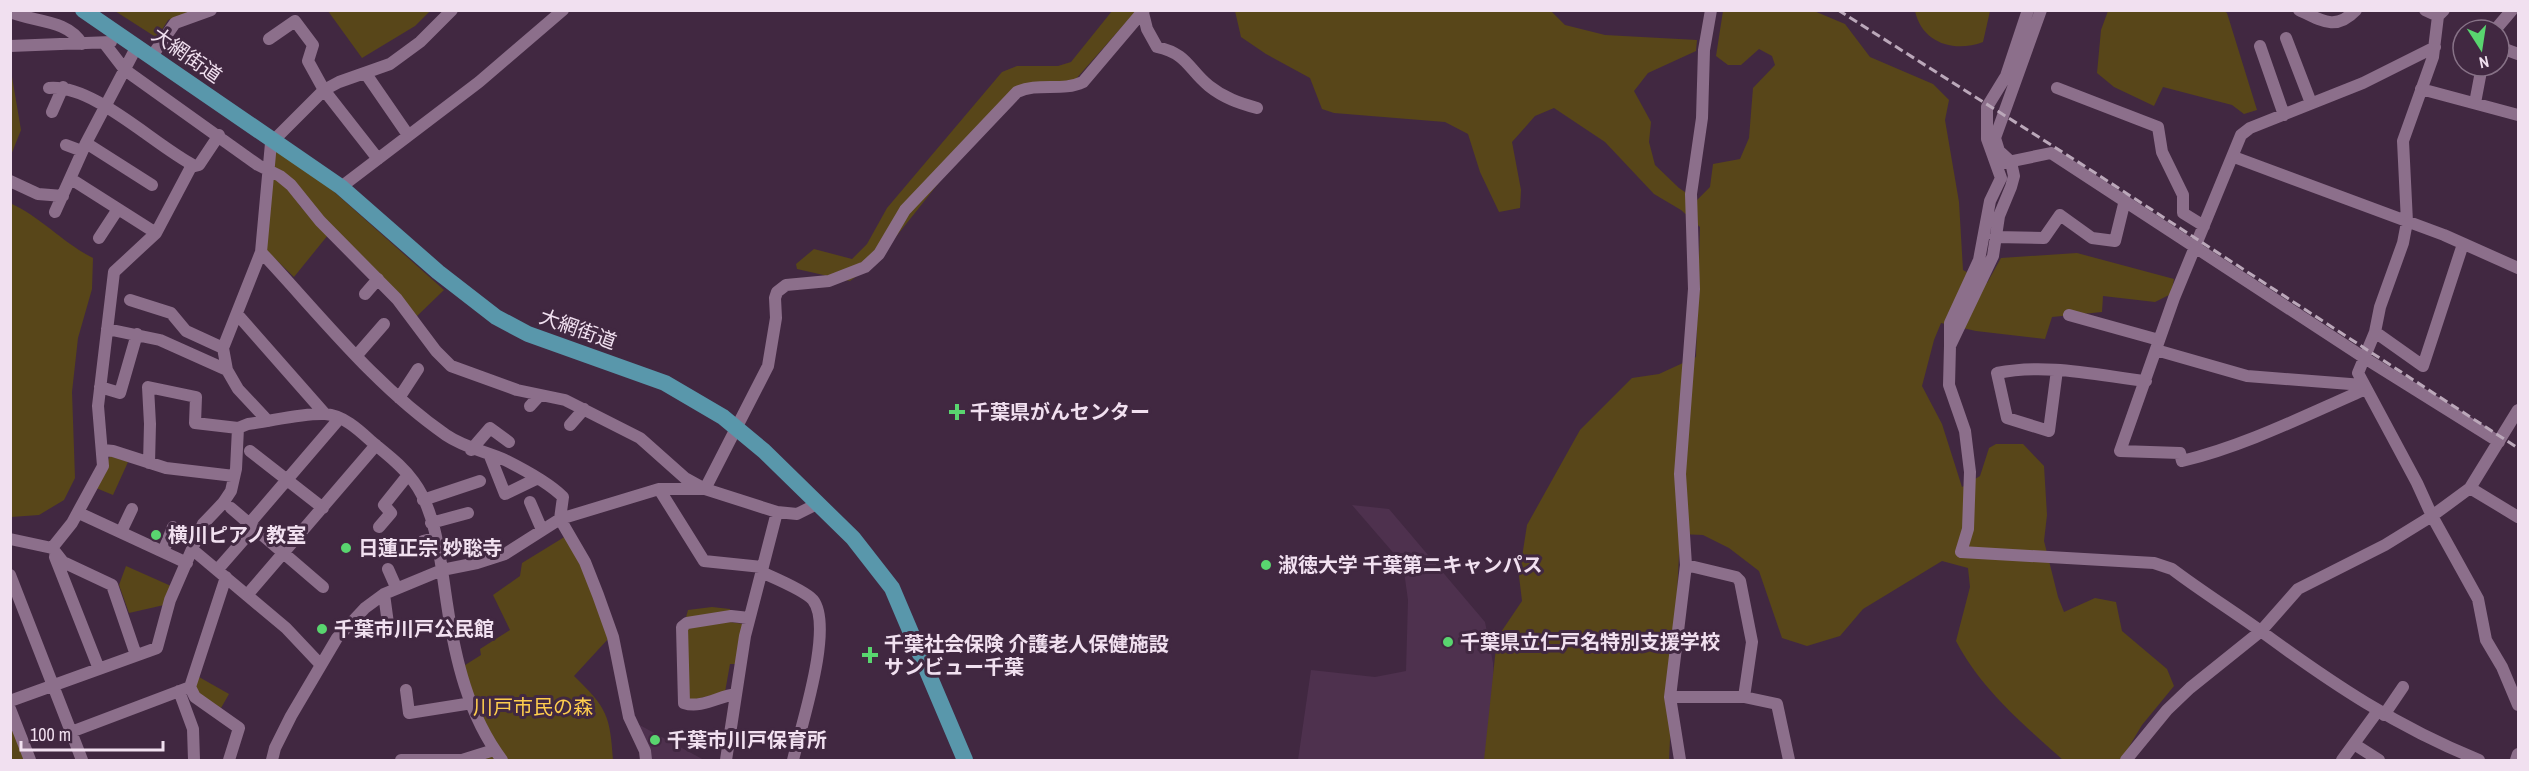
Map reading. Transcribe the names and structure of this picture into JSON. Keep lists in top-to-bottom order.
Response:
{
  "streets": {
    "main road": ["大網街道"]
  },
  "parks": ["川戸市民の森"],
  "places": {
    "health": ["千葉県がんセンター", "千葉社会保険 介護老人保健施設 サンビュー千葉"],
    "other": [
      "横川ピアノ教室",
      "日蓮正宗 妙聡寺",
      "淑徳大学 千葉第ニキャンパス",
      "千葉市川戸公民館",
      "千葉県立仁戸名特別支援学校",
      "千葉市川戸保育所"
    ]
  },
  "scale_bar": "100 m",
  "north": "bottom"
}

---*---

* _WHAT YOU HAVE TO DO_: Drop the pictures, then repeat the material word for word.

* _YOUR SOLUTION_:
Map reading. Transcribe the names and structure of this picture into JSON. Keep lists in top-to-bottom order.
Response:
{
  "streets": {
    "main road": ["大網街道"]
  },
  "parks": ["川戸市民の森"],
  "places": {
    "health": ["千葉県がんセンター", "千葉社会保険 介護老人保健施設 サンビュー千葉"],
    "other": [
      "横川ピアノ教室",
      "日蓮正宗 妙聡寺",
      "淑徳大学 千葉第ニキャンパス",
      "千葉市川戸公民館",
      "千葉県立仁戸名特別支援学校",
      "千葉市川戸保育所"
    ]
  },
  "scale_bar": "100 m",
  "north": "bottom"
}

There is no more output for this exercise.